Banú was founded late last year following a public meeting in Connemara, Co Galway, which highlighted the difficulties in securing accommodation in the Gaeltacht. 

"It started with an article by Adhna Ní Bhraonain on, when she wrote about the difficulties she was having getting a place to live, after moving back to her home area. Soon, it was apparent that there were lots of people in the same situation," Ní Chonghaile told RTÉ News. 

She said many people who attended the public meeting were young people who were living with relatives or living abroad but unable to afford to move back to the Gaeltacht.

"We had nearly 100 people at our first meeting. Since then we've been looking at the things that need to be done and trying to formulate ideas on how best to resolve the problems," she added. 

"We’re trying to keep people living in the Gaeltacht, so Irish can be spoken. It’s a living language here and we want to keep it that way." 

RTÉ reports that there are currently only four properties to rent between the villages of Bearna and Carna in Co Galway, compared to 197 listings on Airbnb. 
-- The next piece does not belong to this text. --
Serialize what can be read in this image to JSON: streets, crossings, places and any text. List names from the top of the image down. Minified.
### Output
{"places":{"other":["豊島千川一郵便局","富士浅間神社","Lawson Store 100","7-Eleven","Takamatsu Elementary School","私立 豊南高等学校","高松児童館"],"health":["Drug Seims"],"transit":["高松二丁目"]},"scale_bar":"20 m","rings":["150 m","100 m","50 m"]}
Others have faced problems securing planning permission to build houses in the Gaeltacht, with some Gaeltacht residents reporting a tortuously slow process to build houses in the Irish-speaking areas. 

One resident reported that his application for planning permission constantly hit snags, adding that it was more than two years before it was finally approved. 

Banú met with Irish Housing Minister Darragh O'Brien during his recent visit to Galway and urged him to address housing issues in the Gaeltacht regions. 

Ní Chonghaile said the group sought assurances from O'Brien that his Planning and Development Bill would include provisions specifically referencing the need for housing in the Gaeltacht regions. 

Meanwhile, Conradh na Gaeilge, a cultural organization promoting the Irish language, has called on O'Brien to devise a national housing policy to specifically address falling population rates in Gaeltacht regions across the country. 

Conradh na Gaeilge held its annual Ard Fheis in Blanchardstown over the weekend, calling for housing measures to address the current accommodation shortage in the Gaeltacht. 

Julian De Spáinn, General Secretary of the organization, told Irish radio station Newstalk that certain obstacles to living in the Gaeltacht regions need to be removed. 

He said the group is calling on the Irish Government to introduce a "comprehensive plan" to help solve planning problems in the Gaeltacht, adding that it will ensure that people can continue to live in the Irish-speaking regions.